By Eric Barker
At the end of a long and tense day at the office, we often take our work stress out on our significant other. As pressure builds with job worries, your partner is often the brunt of your job stress.
We’ve asked experts for their strategies on how to keep your emotions in check and your love at the top of your to-do-list.
When you feel like your stress levels are peaking, turn to mindful activities to de-escalate.
“Try to find an activity that helps reduce your stress levels – such as meditation, mindfulness, journaling, exercise or reading,” suggests Heidi McBain, MA, LMFT, LPC, PMH-C, a therapist specializing in women’s mental wellness. This mindful approach can not only help stress it can be the catalyst for self-discovery and creative inspiration.
Monte Drenner, a licensed counselor and life coach, says that your significant other is “significant” meaning that they can help you deal with the stress by talking about it.
“Making your significant other feel insignificant by being angry or rude to them about your stress is not fair to them,” Drenner explains. Rather, they deserve to be treated in a loving and respectful way, he says, which in the long term decreases your stress because the relationship will be stronger.
Consider what you need to do on your own behalf after a day or week of high stress and integrate it into your life.

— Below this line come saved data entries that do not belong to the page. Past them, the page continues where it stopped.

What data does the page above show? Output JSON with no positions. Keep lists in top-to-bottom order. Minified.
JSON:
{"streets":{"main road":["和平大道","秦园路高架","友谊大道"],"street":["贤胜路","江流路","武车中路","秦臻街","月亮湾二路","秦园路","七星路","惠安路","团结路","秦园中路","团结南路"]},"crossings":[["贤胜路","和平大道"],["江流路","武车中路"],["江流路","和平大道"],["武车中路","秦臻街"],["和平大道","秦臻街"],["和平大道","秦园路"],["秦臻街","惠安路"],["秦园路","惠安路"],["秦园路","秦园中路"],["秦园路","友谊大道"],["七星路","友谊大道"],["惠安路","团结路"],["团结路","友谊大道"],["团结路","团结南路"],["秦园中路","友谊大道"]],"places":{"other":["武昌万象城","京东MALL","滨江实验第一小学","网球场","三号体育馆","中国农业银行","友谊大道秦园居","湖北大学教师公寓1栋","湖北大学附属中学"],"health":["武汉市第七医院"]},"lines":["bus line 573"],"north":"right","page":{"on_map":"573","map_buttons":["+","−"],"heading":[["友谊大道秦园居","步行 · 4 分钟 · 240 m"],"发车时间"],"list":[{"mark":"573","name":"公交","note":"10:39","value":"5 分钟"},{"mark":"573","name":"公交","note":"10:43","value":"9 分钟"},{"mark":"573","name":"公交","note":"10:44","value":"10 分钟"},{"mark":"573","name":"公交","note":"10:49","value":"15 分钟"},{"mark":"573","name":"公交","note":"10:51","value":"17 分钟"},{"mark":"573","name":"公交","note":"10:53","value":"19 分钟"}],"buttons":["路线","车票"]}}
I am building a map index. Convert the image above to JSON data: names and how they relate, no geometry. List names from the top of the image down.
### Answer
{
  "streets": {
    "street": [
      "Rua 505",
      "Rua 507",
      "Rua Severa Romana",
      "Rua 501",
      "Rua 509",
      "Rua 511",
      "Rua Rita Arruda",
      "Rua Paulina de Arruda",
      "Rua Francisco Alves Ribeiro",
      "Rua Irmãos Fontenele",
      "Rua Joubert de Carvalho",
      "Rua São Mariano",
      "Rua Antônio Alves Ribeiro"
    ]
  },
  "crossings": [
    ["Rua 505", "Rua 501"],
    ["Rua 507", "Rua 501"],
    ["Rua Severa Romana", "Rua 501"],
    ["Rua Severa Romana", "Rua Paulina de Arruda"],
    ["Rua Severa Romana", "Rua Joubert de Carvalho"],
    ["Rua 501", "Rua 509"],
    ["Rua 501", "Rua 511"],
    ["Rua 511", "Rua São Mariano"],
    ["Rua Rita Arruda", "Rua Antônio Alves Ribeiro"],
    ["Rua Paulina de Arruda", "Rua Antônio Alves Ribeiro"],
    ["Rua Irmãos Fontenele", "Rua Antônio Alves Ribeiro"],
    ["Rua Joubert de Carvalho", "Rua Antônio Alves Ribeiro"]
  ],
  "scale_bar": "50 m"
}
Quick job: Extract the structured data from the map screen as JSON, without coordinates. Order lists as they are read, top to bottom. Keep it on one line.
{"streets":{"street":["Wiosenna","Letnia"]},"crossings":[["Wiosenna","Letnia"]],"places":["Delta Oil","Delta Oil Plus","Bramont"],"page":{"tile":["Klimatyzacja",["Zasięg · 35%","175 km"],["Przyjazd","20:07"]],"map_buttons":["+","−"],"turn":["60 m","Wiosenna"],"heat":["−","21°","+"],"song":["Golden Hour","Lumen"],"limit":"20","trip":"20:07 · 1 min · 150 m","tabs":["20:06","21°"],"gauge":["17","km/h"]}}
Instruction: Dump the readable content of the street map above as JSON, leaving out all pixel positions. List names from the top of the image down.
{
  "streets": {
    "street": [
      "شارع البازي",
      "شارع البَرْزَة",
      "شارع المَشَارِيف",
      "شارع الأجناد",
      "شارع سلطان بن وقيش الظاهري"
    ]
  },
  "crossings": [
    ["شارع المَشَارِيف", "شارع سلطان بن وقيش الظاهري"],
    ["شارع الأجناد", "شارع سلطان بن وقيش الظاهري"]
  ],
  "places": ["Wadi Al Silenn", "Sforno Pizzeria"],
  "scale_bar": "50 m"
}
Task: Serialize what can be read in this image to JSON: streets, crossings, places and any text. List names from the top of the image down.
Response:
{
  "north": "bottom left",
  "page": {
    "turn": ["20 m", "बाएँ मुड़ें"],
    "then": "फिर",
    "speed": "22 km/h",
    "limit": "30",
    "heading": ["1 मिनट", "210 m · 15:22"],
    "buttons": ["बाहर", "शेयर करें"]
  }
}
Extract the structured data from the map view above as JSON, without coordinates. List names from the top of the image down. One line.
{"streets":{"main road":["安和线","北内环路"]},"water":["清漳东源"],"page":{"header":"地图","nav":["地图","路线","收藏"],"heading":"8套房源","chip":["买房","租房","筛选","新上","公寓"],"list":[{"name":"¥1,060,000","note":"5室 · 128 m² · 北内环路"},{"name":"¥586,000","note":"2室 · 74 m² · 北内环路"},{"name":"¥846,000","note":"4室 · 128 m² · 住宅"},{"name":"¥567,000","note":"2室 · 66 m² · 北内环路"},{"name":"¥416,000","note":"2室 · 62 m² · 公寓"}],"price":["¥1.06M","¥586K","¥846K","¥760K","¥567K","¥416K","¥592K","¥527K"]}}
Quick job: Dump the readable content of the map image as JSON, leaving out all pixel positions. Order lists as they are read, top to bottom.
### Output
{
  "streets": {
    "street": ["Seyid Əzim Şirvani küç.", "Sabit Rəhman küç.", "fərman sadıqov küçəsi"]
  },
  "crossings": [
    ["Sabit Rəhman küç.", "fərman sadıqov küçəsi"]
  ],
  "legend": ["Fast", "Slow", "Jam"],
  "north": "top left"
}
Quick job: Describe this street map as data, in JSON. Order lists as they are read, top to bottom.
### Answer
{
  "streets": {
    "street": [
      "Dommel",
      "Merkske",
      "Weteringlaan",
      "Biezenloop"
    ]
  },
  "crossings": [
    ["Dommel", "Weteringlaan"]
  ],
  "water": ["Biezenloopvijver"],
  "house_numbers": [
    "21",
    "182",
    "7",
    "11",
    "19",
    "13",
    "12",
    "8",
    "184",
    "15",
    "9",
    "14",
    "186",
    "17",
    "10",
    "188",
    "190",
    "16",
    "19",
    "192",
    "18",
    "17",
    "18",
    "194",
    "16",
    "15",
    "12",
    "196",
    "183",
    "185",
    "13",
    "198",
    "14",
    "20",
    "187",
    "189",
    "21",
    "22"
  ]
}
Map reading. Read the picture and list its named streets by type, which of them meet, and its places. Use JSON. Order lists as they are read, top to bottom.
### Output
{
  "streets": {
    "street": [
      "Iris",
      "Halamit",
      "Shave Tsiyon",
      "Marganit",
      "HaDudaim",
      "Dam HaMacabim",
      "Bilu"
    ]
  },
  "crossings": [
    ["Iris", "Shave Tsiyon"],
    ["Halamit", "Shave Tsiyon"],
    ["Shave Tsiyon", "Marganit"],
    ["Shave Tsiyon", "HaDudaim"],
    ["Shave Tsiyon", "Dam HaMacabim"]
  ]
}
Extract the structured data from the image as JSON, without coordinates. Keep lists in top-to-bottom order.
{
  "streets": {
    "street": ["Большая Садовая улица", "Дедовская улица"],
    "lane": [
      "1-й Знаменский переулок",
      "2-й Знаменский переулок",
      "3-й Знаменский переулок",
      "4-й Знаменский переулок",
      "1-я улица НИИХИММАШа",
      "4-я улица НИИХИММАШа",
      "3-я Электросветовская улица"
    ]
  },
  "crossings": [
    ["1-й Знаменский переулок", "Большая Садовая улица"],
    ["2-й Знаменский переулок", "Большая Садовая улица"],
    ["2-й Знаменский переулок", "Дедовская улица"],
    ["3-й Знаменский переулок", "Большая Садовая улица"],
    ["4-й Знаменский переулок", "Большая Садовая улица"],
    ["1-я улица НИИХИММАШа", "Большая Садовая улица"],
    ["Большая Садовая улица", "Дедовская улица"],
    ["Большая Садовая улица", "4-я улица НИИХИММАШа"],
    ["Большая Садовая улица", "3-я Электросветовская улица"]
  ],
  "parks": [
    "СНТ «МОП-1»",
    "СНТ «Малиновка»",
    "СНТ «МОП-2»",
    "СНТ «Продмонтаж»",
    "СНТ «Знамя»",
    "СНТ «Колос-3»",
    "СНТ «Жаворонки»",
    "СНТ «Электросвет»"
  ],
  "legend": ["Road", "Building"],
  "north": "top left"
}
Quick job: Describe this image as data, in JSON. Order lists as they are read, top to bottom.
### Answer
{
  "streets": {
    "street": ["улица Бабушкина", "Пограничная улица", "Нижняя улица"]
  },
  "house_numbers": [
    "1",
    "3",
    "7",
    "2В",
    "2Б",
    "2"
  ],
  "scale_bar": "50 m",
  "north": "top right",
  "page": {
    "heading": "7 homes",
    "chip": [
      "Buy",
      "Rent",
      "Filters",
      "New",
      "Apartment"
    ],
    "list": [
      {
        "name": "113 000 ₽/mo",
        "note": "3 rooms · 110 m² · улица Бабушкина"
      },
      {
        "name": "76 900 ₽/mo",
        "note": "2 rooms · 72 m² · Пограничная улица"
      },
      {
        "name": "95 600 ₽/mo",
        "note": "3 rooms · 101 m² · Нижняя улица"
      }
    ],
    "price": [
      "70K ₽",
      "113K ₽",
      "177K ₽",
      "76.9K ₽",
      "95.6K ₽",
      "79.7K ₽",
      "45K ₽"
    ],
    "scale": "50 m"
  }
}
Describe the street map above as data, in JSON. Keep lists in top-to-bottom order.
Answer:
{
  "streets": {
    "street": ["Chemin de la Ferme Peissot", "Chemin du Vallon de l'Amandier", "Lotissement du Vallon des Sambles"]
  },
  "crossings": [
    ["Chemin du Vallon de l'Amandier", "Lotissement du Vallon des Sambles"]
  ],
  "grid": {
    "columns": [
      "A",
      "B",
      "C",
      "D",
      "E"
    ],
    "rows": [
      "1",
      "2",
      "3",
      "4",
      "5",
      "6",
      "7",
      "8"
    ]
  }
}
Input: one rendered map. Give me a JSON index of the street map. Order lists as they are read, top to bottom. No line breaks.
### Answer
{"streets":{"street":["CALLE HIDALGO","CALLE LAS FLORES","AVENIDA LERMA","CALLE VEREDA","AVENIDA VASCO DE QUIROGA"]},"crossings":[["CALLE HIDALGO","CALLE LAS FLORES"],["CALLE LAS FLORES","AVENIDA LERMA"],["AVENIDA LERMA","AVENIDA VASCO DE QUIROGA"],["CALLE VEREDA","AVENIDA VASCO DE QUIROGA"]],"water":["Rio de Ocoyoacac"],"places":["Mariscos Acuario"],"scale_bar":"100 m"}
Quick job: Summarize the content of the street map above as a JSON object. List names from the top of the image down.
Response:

“For some people, that’s alone time, for others it’s time with friends or family, while some need to ‘veg out’ in front of the TV, others take a long hike,” says business consultant Linda J. Carpenter, Ph.D. “If you matter to yourself, you both take care of yourself and value your unique demands and needs. It is critical that you matter in your own life if you are going to have the fuel to care for the people and organizations you love the most.”
Don’t assume the people you love can read your mind or that their needs stop because you are stressed.
“Sit down with the people you love and negotiate how you can get what you need and how they can get what they need during this high-stress time,” suggests Carpenter. “Look for the ways you can all matter and be fierce about holding to what you’ve negotiated.”